Atlanta’s iconic 2,600-capacity music venue, The Tabernacle, has reported three concert stints since 2005 including a four-show engagement on May 5-8 of that year. The Black Crowes entertained 10,408 fans at those shows and grossed $375,774 ($514,000 now) with sellout crowds on all nights. Opening acts were Rose Hill Drive and 22-20s. And, finally, the now-closed Boisfeuillet Jones Atlanta Civic Center had one headlining performance on record, an October 2001 concert that recorded 3,068 fans in attendance. 
For the upcoming “Shake Your Money Maker” anniversary tour, most of the shows are booked in outdoor amphitheaters on the North American run that kicks off in July and wraps in September. Most of the venues will stage just a single performance, but two-night runs are planned at two of the sheds. The first one is Ascend Amphitheater in Nashville that will host the tour kick-off on July 20 and 21. Then, at the end of August, the band will stop for two nights at Denver’s Red Rocks Amphitheatre on the 29th and 30th.

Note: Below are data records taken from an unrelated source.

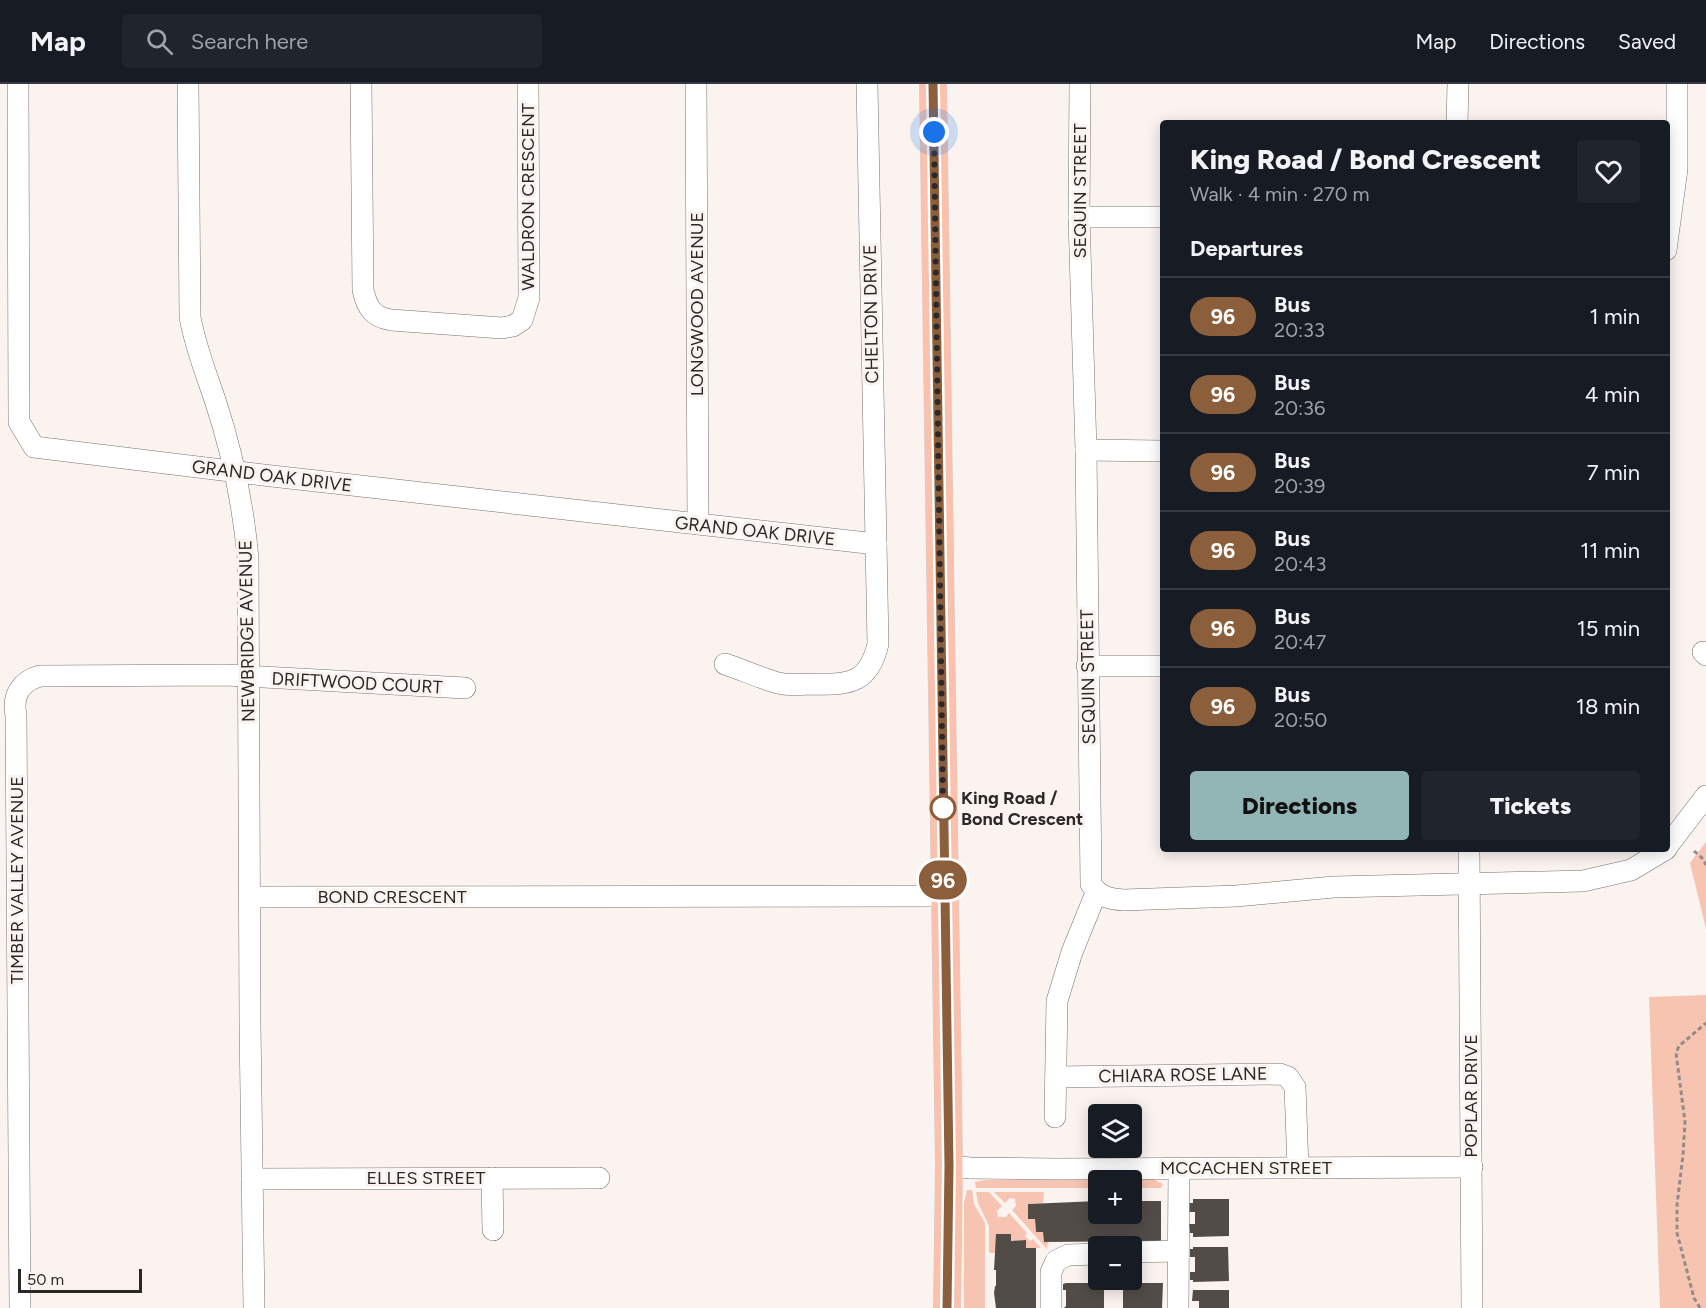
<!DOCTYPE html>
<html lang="en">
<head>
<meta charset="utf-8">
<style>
  :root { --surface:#171b24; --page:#20242c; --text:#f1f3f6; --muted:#9ea1a6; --line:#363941; --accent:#92b5b5 }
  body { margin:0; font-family:Figtree,sans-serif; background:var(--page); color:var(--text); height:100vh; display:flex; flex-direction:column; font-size:22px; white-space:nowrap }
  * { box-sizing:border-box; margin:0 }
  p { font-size:20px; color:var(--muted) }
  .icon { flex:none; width:33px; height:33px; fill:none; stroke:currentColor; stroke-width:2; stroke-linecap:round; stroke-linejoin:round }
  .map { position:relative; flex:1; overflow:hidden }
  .details { position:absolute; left:1160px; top:36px; width:510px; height:732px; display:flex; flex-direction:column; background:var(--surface); border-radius:6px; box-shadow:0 3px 15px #0003 }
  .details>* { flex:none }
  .badge { padding:0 12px; border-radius:20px; font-size:21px; line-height:39px }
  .controls { position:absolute; left:1088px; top:1020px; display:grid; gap:12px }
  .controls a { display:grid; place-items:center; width:54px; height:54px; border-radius:6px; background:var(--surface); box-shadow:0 3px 15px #0003; font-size:30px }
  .scale { position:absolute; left:18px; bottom:15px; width:124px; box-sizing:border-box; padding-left:6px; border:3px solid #2b2827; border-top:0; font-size:16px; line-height:21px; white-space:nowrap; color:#2b2827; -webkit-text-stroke:4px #fbf3f0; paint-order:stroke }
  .you { position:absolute; width:30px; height:30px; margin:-15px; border:4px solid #fff; border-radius:50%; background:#1a73e8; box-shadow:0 0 0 9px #1a73e833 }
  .map>.badge { position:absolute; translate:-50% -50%; box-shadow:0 0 0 3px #fff }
  h2 { padding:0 30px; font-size:22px; line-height:54px }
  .round { display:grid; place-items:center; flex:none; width:63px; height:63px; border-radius:6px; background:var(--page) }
  .headline { display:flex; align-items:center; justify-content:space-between; height:102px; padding:0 30px }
  h1 { font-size:28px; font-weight:800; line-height:45px }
  .action { display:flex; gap:12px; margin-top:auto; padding:12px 30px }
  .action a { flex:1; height:69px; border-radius:6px; background:var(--accent); color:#111; font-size:24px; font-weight:800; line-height:69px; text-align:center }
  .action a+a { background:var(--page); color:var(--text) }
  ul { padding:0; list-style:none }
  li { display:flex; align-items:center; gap:18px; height:78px; padding:0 30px; border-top:2px solid var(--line) }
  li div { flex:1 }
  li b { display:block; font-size:22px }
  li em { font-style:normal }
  li .badge { min-width:66px; font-weight:700; text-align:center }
  header { display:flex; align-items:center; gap:36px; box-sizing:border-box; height:84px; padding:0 30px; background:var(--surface); border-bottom:2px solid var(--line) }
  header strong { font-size:28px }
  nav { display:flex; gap:33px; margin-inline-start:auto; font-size:21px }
  .search { width:420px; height:54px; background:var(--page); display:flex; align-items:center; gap:15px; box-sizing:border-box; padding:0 21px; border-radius:6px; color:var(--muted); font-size:22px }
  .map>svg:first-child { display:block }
  .green { fill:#f8c4b2 }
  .building { fill:#524c49 }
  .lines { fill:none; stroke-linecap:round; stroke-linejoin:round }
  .minor-casing { stroke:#78716f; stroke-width:22 }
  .major-casing { stroke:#d0d0cf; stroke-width:28 }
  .path { stroke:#918c8a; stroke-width:3; stroke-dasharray:4.5 3; stroke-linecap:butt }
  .minor { stroke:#fff; stroke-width:21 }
  .major { stroke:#fbc1ad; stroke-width:27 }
  .line-casing { stroke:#fff; stroke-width:14 }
  .line { stroke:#8b5e3c; stroke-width:9 }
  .walk { stroke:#2b2827; stroke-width:6; stroke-dasharray:0 10.8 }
  .stop-dot { fill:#fff; stroke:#8b5e3c; stroke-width:3 }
  .labels { text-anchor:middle; stroke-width:6; stroke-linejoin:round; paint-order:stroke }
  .street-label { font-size:18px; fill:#2b2827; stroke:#fbf3f0 }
  .stop-label { font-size:18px; font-weight:bold; fill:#2b2827; stroke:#fbf3f0; text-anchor:start }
</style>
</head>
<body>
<header>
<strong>Map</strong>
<div class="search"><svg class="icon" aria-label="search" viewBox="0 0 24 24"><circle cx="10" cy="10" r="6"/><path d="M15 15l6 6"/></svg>Search here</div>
<nav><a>Map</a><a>Directions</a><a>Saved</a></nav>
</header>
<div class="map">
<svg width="1706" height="1224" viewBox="0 0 1706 1224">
  <rect width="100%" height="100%" fill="#fbf3f0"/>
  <g class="green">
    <path d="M1706,758V845L1690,779Z"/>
    <path d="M1706,911V1224H1660L1649,913Z"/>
    <path d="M1153,1095L1163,1100L1161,1104H1131V1096H1098V1104H976L975,1098L986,1096Z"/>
    <path d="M967,1106H972L974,1120L985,1139V1224H964V1119Z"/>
    <path d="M976,1108H989L1002,1122L997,1127L998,1133H1006L1009,1129L1027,1149L1025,1152L1030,1157L1033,1155L1041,1164H1026V1157H1011V1150H996V1169H989V1142L978,1119Z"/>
    <path d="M994,1108H1044L1043,1119L1028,1120V1135H1035L1036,1148H1043L1044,1158H1048L1047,1165L1012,1126L1016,1122L1015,1115L1010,1114L1005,1119Z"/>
  </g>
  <g class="building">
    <path d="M1193,1115H1229V1152L1193,1153V1149H1190L1189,1140H1195V1128H1189V1119H1193Z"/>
    <path d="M1098,1117V1130H1131V1117H1161V1157L1044,1158L1043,1148H1036L1035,1135H1028V1120Z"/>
    <path d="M996,1150H1011V1157L1026,1156V1164H1036V1224H996L994,1209L995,1202H996V1186H994Z"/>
    <path d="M1193,1163H1228L1229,1197L1193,1198V1196H1190V1188H1195V1173H1190V1165H1193Z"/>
    <path d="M1066,1199H1104V1224H1064L1066,1222V1206H1063V1200Z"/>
    <path d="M1123,1199H1163L1162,1224H1123Z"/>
    <path d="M1193,1206H1229V1224H1199V1217H1192Z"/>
  </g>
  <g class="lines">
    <defs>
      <g id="minor">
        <path d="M18,0L19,338L34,363L263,391L876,460"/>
        <path d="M188,0L190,233C195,262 206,289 215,316C232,367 243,420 248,474L250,940L254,1224"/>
        <path d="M361,0L363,206C367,224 373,233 391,236L502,244L513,242L522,236L529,214L528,0"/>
        <path d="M696,0L698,440"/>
        <path d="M1080,0L1079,133L1086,366L1091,800C1099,813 1110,815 1124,816L1236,812L1334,803L1583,797L1631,786L1666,765"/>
        <path d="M1457,39L1458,0"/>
        <path d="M1079,133H1162"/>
        <path d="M1666,166L1677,85V0"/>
        <path d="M1086,366L1162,367"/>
        <path d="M1703,568L1706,571"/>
        <path d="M725,580C743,586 760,594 778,599C790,602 804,600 816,600C851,601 869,598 878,560L867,0"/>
        <path d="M1087,582H1162"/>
        <path d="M1666,764L1706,712"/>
        <path d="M1469,765L1472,1224"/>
        <path d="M251,813L944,812"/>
        <path d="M1056,993L1280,990L1288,993L1295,1003L1298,1084"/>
        <path d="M1055,1033L1057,917L1072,868L1096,809"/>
        <path d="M949,1082L970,1084L1056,1085L1472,1083"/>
        <path d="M492,1094L493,1146"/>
        <path d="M252,1095L599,1094"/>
        <path d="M1131,1168L1177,1167"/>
        <path d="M20,1224L16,631C12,612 21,597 40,592L226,591L465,604"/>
        <path d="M1051,1224V1188L1056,1177L1068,1171L1098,1170"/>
        <path d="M1178,1224L1179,1085"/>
      </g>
      <path id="major" d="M933,0L949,1082L947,1224"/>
    </defs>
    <use href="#minor" class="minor-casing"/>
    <use href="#major" class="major-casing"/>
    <g class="path">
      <path d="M1694,767L1703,775L1706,781"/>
      <path d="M1700,1224L1694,1214L1677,1149V1121L1683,1071L1685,1038L1676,969L1679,962L1706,939"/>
    </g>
    <use href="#minor" class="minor"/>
    <use href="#major" class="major"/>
  </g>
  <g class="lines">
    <defs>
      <path id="line" d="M933,0L949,1082L947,1224"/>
    </defs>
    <use href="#line" class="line-casing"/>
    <use href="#line" class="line"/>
    <path class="walk" d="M934,48L943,724"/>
  </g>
  <circle class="stop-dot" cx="943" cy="724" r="12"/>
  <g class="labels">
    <g class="street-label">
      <text transform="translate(1080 107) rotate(-90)" y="6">SEQUIN STREET</text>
      <text transform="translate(528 113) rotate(-90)" y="6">WALDRON CRESCENT</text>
      <text transform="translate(697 220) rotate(-90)" y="6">LONGWOOD AVENUE</text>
      <text transform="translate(871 230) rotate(-91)" y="6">CHELTON DRIVE</text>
      <text transform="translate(272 392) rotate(7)" y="6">GRAND OAK DRIVE</text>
      <text transform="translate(755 447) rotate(6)" y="6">GRAND OAK DRIVE</text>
      <text transform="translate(247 547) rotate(-91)" y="6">NEWBRIDGE AVENUE</text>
      <text transform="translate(1088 593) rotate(-91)" y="6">SEQUIN STREET</text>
      <text transform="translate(357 599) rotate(3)" y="6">DRIFTWOOD COURT</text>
      <text transform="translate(17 796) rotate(-90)" y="6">TIMBER VALLEY AVENUE</text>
      <text x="392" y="819">BOND CRESCENT</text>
      <text transform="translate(1183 991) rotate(-1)" y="6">CHIARA ROSE LANE</text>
      <text transform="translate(1471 1012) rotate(-90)" y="6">POPLAR DRIVE</text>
      <text x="1246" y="1090">MCCACHEN STREET</text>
      <text x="426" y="1100">ELLES STREET</text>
    </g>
    <g class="stop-label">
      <text x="961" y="720">King Road /<tspan x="961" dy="21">Bond Crescent</tspan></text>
    </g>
  </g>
</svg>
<div class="controls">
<a><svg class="icon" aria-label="layers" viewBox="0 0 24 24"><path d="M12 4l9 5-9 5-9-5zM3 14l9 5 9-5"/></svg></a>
<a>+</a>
<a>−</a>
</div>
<div class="scale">50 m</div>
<div class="you" style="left:934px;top:48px"></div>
<b class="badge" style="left:943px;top:796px;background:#8b5e3c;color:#fff">96</b>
<section class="details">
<div class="headline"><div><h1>King Road / Bond Crescent</h1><p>Walk · 4 min · 270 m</p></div><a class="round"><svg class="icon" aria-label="heart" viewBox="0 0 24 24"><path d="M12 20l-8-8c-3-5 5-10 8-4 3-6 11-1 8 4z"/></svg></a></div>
<h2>Departures</h2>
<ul>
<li><span class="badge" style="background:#8b5e3c;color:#fff">96</span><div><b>Bus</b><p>20:33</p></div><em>1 min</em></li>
<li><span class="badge" style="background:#8b5e3c;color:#fff">96</span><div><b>Bus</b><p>20:36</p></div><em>4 min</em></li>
<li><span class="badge" style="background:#8b5e3c;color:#fff">96</span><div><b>Bus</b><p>20:39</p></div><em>7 min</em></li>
<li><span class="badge" style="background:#8b5e3c;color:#fff">96</span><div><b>Bus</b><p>20:43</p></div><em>11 min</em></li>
<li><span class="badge" style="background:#8b5e3c;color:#fff">96</span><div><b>Bus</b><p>20:47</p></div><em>15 min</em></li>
<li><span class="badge" style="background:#8b5e3c;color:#fff">96</span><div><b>Bus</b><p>20:50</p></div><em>18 min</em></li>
</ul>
<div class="action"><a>Directions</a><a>Tickets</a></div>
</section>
</div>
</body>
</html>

Although the Black Crowes did not play Ascend Amphitheater which only opened in 2015, the same year they went on hiatus, they do have prior shows reported at Red Rocks. Their boxoffice history includes a headlining event there on Aug. 12, 2006 that produced a $250,605 gross ($332,000 today) from 5,457 sold tickets. They also played the same venue in August of the previous year as the opener for three concerts by Tom Petty & the Heartbreakers.
The European leg of the upcoming tour, set to run this fall from Oct. 21 through Nov. 19, will also include a venue with a two-show engagement. London’s O2 Academy Brixton is booked on Oct. 23 and 24. The band previously performed there in April 2008 and May 2009, selling a total of 9,051 tickets at both shows.